* Work instruction
Across the entries that follow, how many lines have the word "overflow" in them? Give only the number.

Stored data entries
________________________

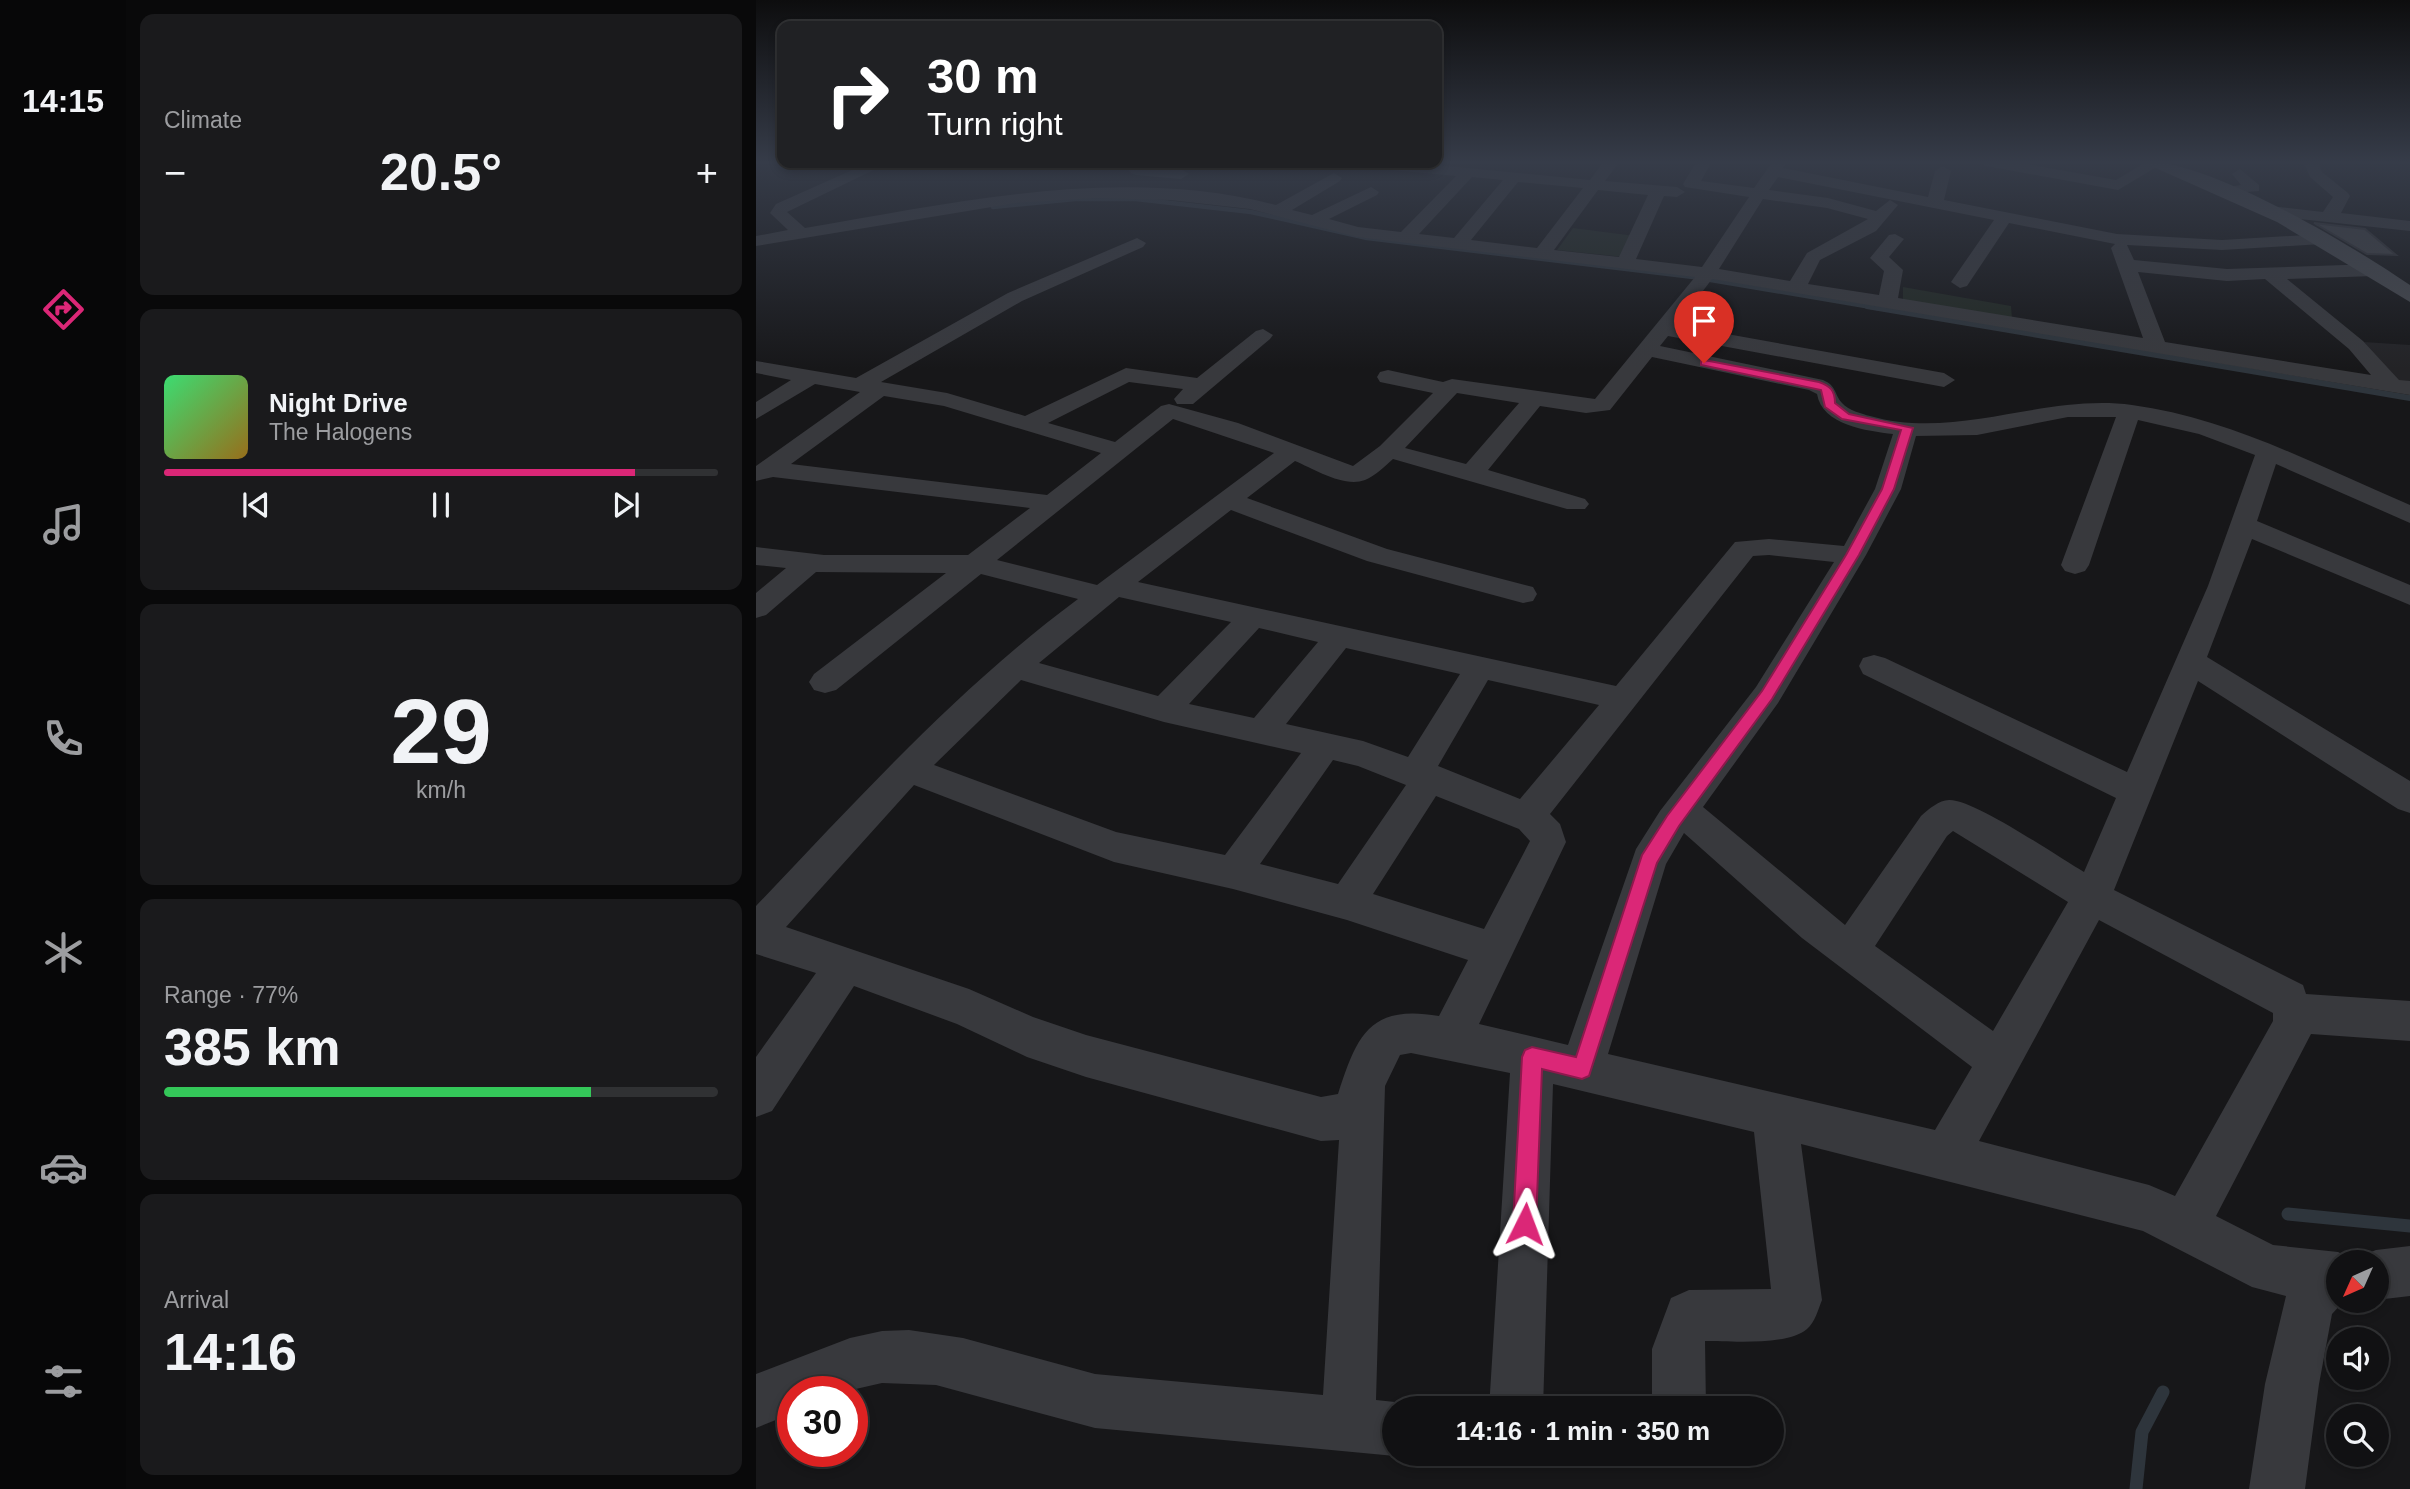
<!DOCTYPE html>
<html lang="en">
<head>
<meta charset="utf-8">
<style>
	:root { --surface:#111113; --page:#1a1a1c; --text:#f1f3f6; --muted:#9c9da0; --line:#303133; --accent:#db2777 }
	body { margin:0; font-family:Helvetica,sans-serif; background:var(--page); color:var(--text); height:100vh; display:flex; flex-direction:column; font-size:26px; white-space:nowrap }
	* { box-sizing:border-box; margin:0 }
	p { font-size:23px; color:var(--muted) }
	.icon { flex:none; width:38px; height:38px; fill:none; stroke:currentColor; stroke-width:2; stroke-linecap:round; stroke-linejoin:round }
	.map { position:relative; flex:1; overflow:hidden }
	.panel { display:flex; flex-direction:column; gap:14px; padding:14px; background:#09090a; width:630px }
	.panel>* { flex:none }
	.top-card { position:absolute; left:21px; top:21px; width:665px; height:147px; border-radius:14px; box-shadow:0 4px 10px #0003,0 0 0 2px var(--line); background:#202124; color:#fff; overflow:hidden }
	.needle { width:46px; rotate:225deg }
	.fabs { position:absolute; left:1570px; top:1250px; display:grid; gap:14px }
	.fabs a { display:grid; place-items:center; width:63px; height:63px; border-radius:50%; background:var(--surface); box-shadow:0 4px 10px #0003,0 0 0 2px var(--line); font-size:35px }
	.speed { position:absolute; left:21px; top:1376px; display:flex; gap:14px; font-size:35px; font-weight:700; text-align:center }
	.speed>* { display:grid; place-content:center; width:91px; height:91px; border-radius:50%; background:var(--surface); box-shadow:0 4px 10px #0003,0 0 0 2px var(--line); line-height:1 }
	.speed .limit { border:10px solid #d22; background:#fff; color:#111 }
	.pin { position:absolute; display:grid; place-items:center; width:60px; height:60px; color:#fff; margin:-72px -30px; border-radius:50% 50% 50% 0; rotate:-45deg; box-shadow:0 0 7px #0007 }
	.pin .icon { rotate:45deg }
	.me { position:absolute; width:77px; margin:-38px; rotate:3deg; stroke-linejoin:round; filter:drop-shadow(0 0 5px #0008) }
	.turn { display:flex; align-items:center; gap:24px; height:147px; padding:0 35px; font-size:32px }
	.turn .icon { width:91px; height:91px; stroke-width:2.5 }
	.turn b { display:block; font-size:49px; line-height:60px }
	.big { font-size:52px; font-weight:800; line-height:1.1 }
	.panel .widget { flex:1; display:flex; flex-direction:column; justify-content:center; gap:10px; min-width:0; padding:0 24px; border-radius:14px; background:var(--page) }
	.panel .dial { align-items:center; gap:0 }
	.dial b { font-size:91px; line-height:1 }
	.song { display:flex; align-items:center; gap:21px }
	.cover { width:84px; height:84px; border-radius:10px; background:linear-gradient(135deg,hsl(140 70% 55%),hsl(40 70% 35%)) }
	.played { height:7px; border-radius:4px; background:linear-gradient(90deg,var(--accent) 85%,var(--line) 85%) }
	.keys { display:flex; justify-content:space-around; direction:ltr }
	.heat { display:flex; justify-content:space-between; align-items:center; font-size:38px; direction:ltr }
	.charge { height:10px; border-radius:5px; background:linear-gradient(90deg,#34c759 77%,var(--line) 0) }
	.trip { position:absolute; left:626px; top:1396px; width:402px; height:70px; border-radius:35px; background:var(--surface); box-shadow:0 4px 10px #0003,0 0 0 2px var(--line); font-weight:800; line-height:70px; text-align:center }
	main { display:flex; flex:1; min-height:0 }
	.menu { display:flex; flex-direction:column; width:126px; justify-content:space-around; align-items:center; background:#070708; color:var(--muted) }
	.menu .icon { width:49px; height:49px }
	.menu .active { color:var(--accent) }
	.menu b { font-size:32px; color:var(--text) }
	.map>svg:first-child { display:block }
	.built { fill:#232326 }
	.green { fill:#212822 }
	.lines { fill:none; stroke-linecap:round; stroke-linejoin:round }
	.stream-far2 { stroke:#2e353c; stroke-width:4.5 }
	.stream-far1 { stroke:#2e353c; stroke-width:6 }
	.stream { stroke:#2e353c; stroke-width:13 }
	.building { fill:#414246; stroke:#313135; stroke-width:2 }
	.street { fill:#38393d; fill-rule:evenodd }
	.secondary { fill:#46484d; fill-rule:evenodd }
	.route { fill:#db2777; stroke:#8e194d; stroke-width:2 }
</style>
</head>
<body>
<main>
<nav class="menu">
<b>14:15</b>
<svg class="icon active" aria-label="directions" viewBox="0 0 24 24"><path d="M12 3l9 9-9 9-9-9zM9 14v-3h6M13 9l2 2-2 2"/></svg>
<svg class="icon" aria-label="music" viewBox="0 0 24 24"><path d="M9 18V5l10-2v13"/><circle cx="6" cy="18" r="3"/><circle cx="16" cy="16" r="3"/></svg>
<svg class="icon" aria-label="phone" viewBox="0 0 24 24"><path d="M5 4h4l2 5-3 2q2 4 5 5l2-3 5 2v4C11 20 4 13 5 4z"/></svg>
<svg class="icon" aria-label="climate" viewBox="0 0 24 24"><path d="M12 3v18M4 7l16 10M4 17L20 7"/></svg>
<svg class="icon" aria-label="car" viewBox="0 0 24 24"><path d="M5 17H2v-5l4-1 3-4h7l3 4 3 1v5h-3M9 17h6M6 11h13"/><circle cx="7" cy="17" r="2"/><circle cx="17" cy="17" r="2"/></svg>
<svg class="icon" aria-label="filters" viewBox="0 0 24 24"><path d="M4 7h16M4 17h16"/><circle cx="9" cy="7" r="2"/><circle cx="15" cy="17" r="2"/></svg>
</nav>
<section class="panel">
<div class="widget"><p>Climate</p>
<div class="heat"><a>−</a><b class="big">20.5°</b><a>+</a></div>
</div>
<div class="widget">
<div class="song"><i class="cover"></i><div><b>Night Drive</b><p>The Halogens</p></div></div>
<div class="played"></div>
<div class="keys"><svg class="icon" aria-label="previous" viewBox="0 0 24 24"><path d="M18 5L8 12l10 7zM5 5v14"/></svg><svg class="icon" aria-label="pause" viewBox="0 0 24 24"><path d="M8 5v14M16 5v14"/></svg><svg class="icon" aria-label="next" viewBox="0 0 24 24"><path d="M6 5l10 7-10 7zM19 5v14"/></svg></div>
</div>
<div class="widget dial"><b>29</b><p>km/h</p></div>
<div class="widget"><p>Range · 77%</p><b class="big">385 km</b><div class="charge"></div></div>
<div class="widget"><p>Arrival</p><b class="big">14:16</b></div>
</section>
<div class="map">
<svg width="1654" height="1489" viewBox="0 0 1654 1489">
	<rect width="100%" height="100%" fill="#171719"/>
	<path class="built" d="M 1608,342 L 1654,345 L 1654,383 L 1636,380 Z"/>
	<path class="green" d="M 817,228 L 879,236 L 868,257 L 801,250 Z
		M 1147,287 L 1255,306 L 1256,318 L 1147,300 Z"/>
	<g class="lines">
		<path class="stream-far2" d="M 237,207 L 319,199 L 380,199 L 495,212 L 611,238 L 937,277 L 1121,308"/>
		<path class="stream-far1" d="M 1111,306 L 1654,398"/>
		<path class="stream" d="M 1532,1214 L 1654,1226
			M 1380,1489 L 1386,1432 L 1407,1392"/>
	</g>
	<path class="building" d="M 1558,223 L 1609,229 L 1640,255 L 1611,254 Z"/>
	<g class="lines">
		<path class="street" d="M 848,161 L 864,161 L 849,181 L 921,187 L 929,192 L 921,197 L 908,196 L 880,259 L 946,267 L 993,197 L 929,187 L 927,184 L 941,161 L 956,161 L 945,181 L 998,188 L 1017,161 L 1031,161 L 1027,168 L 1172,197 L 1179,171 L 1187,166 L 1195,171 L 1188,200 L 1361,234 L 1466,240 L 1566,234 L 1575,239 L 1566,244 L 1466,250 L 1371,245 L 1378,260 L 1471,269 L 1618,264 L 1627,270 L 1618,276 L 1531,279 L 1607,341 L 1643,380 L 1654,381 L 1654,395 L 956,279 L 921,325 L 1188,373 L 1199,380 L 1188,387 L 912,336 L 904,346 L 1067,380 C 1081,386 1078,394 1086,403 C 1092,410 1106,414 1114,416 C 1202,441 1288,393 1376,405 C 1474,418 1564,467 1654,505 L 1654,523 L 1520,464 L 1501,521 L 1654,585 L 1654,605 L 1496,539 L 1451,657 L 1654,781 L 1654,813 L 1642,809 L 1442,681 L 1358,890 L 1547,985 L 1550,994 L 1654,1001 L 1654,1041 L 1555,1034 L 1460,1216 L 1517,1245 L 1582,1252 L 1601,1262 L 1582,1262 L 1582,1300 L 1589,1300 L 1576,1314 L 1563,1384 L 1549,1489 L 1493,1489 L 1509,1384 L 1530,1296 L 1496,1287 L 1387,1231 L 1045,1144 L 1066,1300 C 1062,1310 1059,1322 1051,1329 C 1032,1346 974,1341 949,1341 L 950,1409 L 896,1409 L 896,1349 L 915,1298 L 933,1290 L 1015,1289 L 998,1132 L 797,1084 L 787,1409 L 733,1409 L 754,1073 L 655,1053 L 644,1055 L 629,1086 L 620,1400 L 639,1402 L 656,1409 L 639,1409 L 639,1454 L 644,1454 L 639,1456 L 339,1428 L 180,1385 L 126,1383 L 91,1391 L 37,1391 L 37,1413 L 0,1428 L 0,1374 L 94,1338 L 126,1331 L 153,1330 L 207,1338 L 339,1374 L 567,1395 L 583,1140 L 565,1141 L 330,1077 L 271,1057 L 201,1024 L 98,986 L 16,1111 L 0,1117 L 0,1057 L 60,973 L 0,954 L 0,906 C 102,799 203,687 322,599 L 225,574 L 80,690 L 69,693 L 58,690 L 53,682 L 58,674 L 190,573 L 60,572 L 10,615 L 0,618 L 0,593 L 30,568 L 0,565 L 0,547 L 68,555 L 212,555 L 274,508 L 17,477 L 0,481 L 0,466 L 104,392 L 59,384 L 0,419 L 0,402 L 35,380 L 0,373 L 0,361 L 100,378 L 252,293 L 381,238 L 390,243 L 387,247 L 266,301 L 125,382 L 191,393 L 269,416 L 370,368 L 441,378 L 500,331 L 507,329 L 517,335 L 514,339 L 437,404 L 421,404 L 418,399 L 427,389 L 373,382 L 292,423 L 359,442 L 405,406 L 413,404 L 482,423 L 597,466 L 624,446 L 677,393 L 624,382 L 621,377 L 624,372 L 632,370 L 687,382 L 696,379 L 839,399 L 939,277 L 601,237 L 494,209 L 414,200 L 339,198 L 260,203 L 0,246 L 0,236 L 32,230 L 14,213 L 20,204 L 112,163 L 132,163 L 31,212 L 49,228 C 203,202 365,165 520,205 L 578,173 L 586,178 L 584,181 L 536,210 L 556,215 L 615,187 L 623,192 L 621,195 L 573,219 L 602,227 L 645,232 L 700,176 L 616,168 L 609,163 L 660,163 L 834,180 ZM 716,177 L 747,180 L 698,238 L 663,234 ZM 1022,177 L 1238,220 L 1195,282 L 1204,288 L 1211,286 L 1253,223 L 1359,244 L 1355,248 L 1387,338 L 1142,298 L 1147,270 L 1133,257 L 1148,239 L 1139,234 L 1133,235 L 1114,258 L 1128,271 L 1123,295 L 1052,284 L 1064,260 L 1120,231 L 1142,205 L 1134,200 L 1120,211 L 1072,198 L 1013,190 ZM 762,182 L 827,188 L 781,248 L 715,240 ZM 842,190 L 892,195 L 863,257 L 798,250 ZM 1007,199 L 1071,208 L 1112,219 L 1051,253 L 1034,281 L 963,269 ZM 1382,272 L 1471,281 L 1509,279 L 1593,349 L 1615,375 L 1409,342 ZM 896,357 L 1053,390 L 1061,394 C 1066,425 1111,431 1137,434 L 1119,489 L 1088,546 L 1013,539 L 979,542 L 860,686 L 382,582 L 475,510 L 611,561 L 767,603 L 777,601 L 781,594 L 777,587 L 631,549 L 491,498 L 539,461 C 558,469 588,488 609,480 C 619,476 629,466 637,459 L 811,509 L 829,509 L 833,504 L 829,499 L 732,470 L 784,406 L 830,413 L 854,410 ZM 701,393 L 763,403 L 710,464 L 649,448 ZM 128,396 L 188,406 L 345,453 L 291,495 L 35,464 ZM 1312,417 L 1360,417 L 1305,565 L 1309,571 L 1319,574 L 1329,571 L 1333,565 L 1382,420 L 1443,434 L 1499,455 L 1452,586 L 1371,772 L 1129,658 L 1118,655 L 1107,658 L 1103,666 L 1107,674 L 1360,798 L 1328,872 C 1302,857 1218,799 1193,800 C 1183,800 1173,809 1165,816 L 1089,925 L 947,807 L 1022,703 L 1110,555 L 1145,489 L 1160,436 L 1221,435 ZM 417,419 L 518,453 L 341,585 L 241,560 ZM 1013,555 L 1078,562 L 1000,687 L 904,811 L 880,849 L 812,1045 L 723,1024 L 810,842 L 804,824 L 794,814 L 997,556 ZM 363,597 L 475,622 L 402,696 L 283,663 ZM 503,628 L 562,642 L 498,718 L 433,704 ZM 590,648 L 704,674 L 652,757 L 607,741 L 530,724 ZM 265,680 L 408,722 L 545,753 L 469,855 L 360,832 L 178,765 ZM 732,680 L 843,705 L 764,799 L 682,766 ZM 577,760 L 602,766 L 650,785 L 582,884 L 504,864 ZM 158,785 L 358,862 L 477,889 L 591,920 L 712,960 L 683,1016 C 614,1004 601,1035 582,1094 L 565,1097 L 330,1035 L 277,1017 L 213,989 L 30,927 ZM 680,796 L 763,829 L 774,841 L 728,929 L 617,894 ZM 1197,831 L 1312,902 L 1237,1031 L 1119,946 L 1191,836 ZM 928,833 L 1046,938 L 1216,1067 L 1179,1130 L 852,1054 L 910,864 ZM 1343,920 L 1517,1013 L 1517,1021 L 1419,1196 L 1393,1185 L 1223,1141 Z
			M 1222,161 L 1254,161 L 1360,180 L 1392,161 L 1407,163 L 1362,190 L 1230,166 Z
			M 1547,161 L 1562,161 L 1566,172 L 1592,193 L 1594,196 L 1585,213 L 1654,221 L 1654,231 L 1508,215 L 1506,211 L 1514,206 L 1567,212 L 1577,197 L 1554,177 Z
			M 367,163 L 387,163 L 388,166 L 425,169 L 433,174 L 425,179 L 380,175 L 375,173 Z
			M 1484,169 L 1503,185 L 1503,191 L 1465,194 L 1465,188 L 1485,185 L 1476,174 Z
			M 1654,1246 L 1654,1296 L 1620,1300 L 1620,1262 L 1601,1262 L 1602,1257 L 1620,1250 Z"/>
		<path class="secondary" d="M 1384,161 C 1453,159 1595,245 1654,285 L 1654,302 L 1521,222 Z"/>
	</g>
	<linearGradient id="sky" x2="0" y2="1"><stop stop-color="#0d0d0e"/><stop offset="0.44" stop-color="#363c49"/><stop offset="1" stop-color="#363c49" stop-opacity="0"/></linearGradient>
	<rect width="1654" height="369" fill="url(#sky)"/>
	<path class="route" d="M 948,360 L 1063,382 C 1074,386 1079,390 1079,403 L 1093,414 L 1157,428 L 1138,489 L 1103,555 L 1016,699 L 923,826 L 901,863 L 833,1076 L 826,1079 L 786,1069 L 780,1224 L 777,1233 L 769,1236 L 761,1233 L 757,1224 L 766,1057 L 769,1050 L 776,1047 L 820,1057 L 886,855 L 911,816 L 1006,691 L 1090,555 L 1126,489 L 1145,430 L 1086,419 L 1069,407 L 1065,390 L 945,365 L 945,361 Z"/>
</svg>
<div class="fabs">
<a><svg class="needle" viewBox="-14 -14 28 28"><path d="M0-13l5 13h-10z" fill="#e53935"/><path d="M0 13l5-13h-10z" fill="#9c9da0"/></svg></a>
<a><svg class="icon" aria-label="sound" viewBox="0 0 24 24"><path d="M4 9h4l5-4v14l-5-4H4zM17 9q2 3 0 6"/></svg></a>
<a><svg class="icon" aria-label="search" viewBox="0 0 24 24"><circle cx="10" cy="10" r="6"/><path d="M15 15l6 6"/></svg></a>
</div>
<div class="speed"><div class="limit">30</div></div>
<div class="pin" style="left:948px;top:363px;background:#d93025"><svg class="icon" aria-label="arrive" viewBox="0 0 24 24"><path d="M6 21V4h12l-3 4 3 4H6"/></svg></div>
<svg class="me" style="left:769px;top:1224px" viewBox="-20 -20 40 40"><path d="M0-17L14 15 0 8-14 15z" fill="#db2777" stroke="#fff" stroke-width="4"/></svg>
<div class="trip">14:16 · 1 min · 350 m</div>
<div class="top-card">
<div class="turn"><svg class="icon" aria-label="right" viewBox="0 0 24 24"><path d="M7 20v-9h11M14 6l5 5-5 5"/></svg><div><b>30 m</b>Turn right</div></div>
</div>
</div>
</main>
</body>
</html>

________________________

* Result
2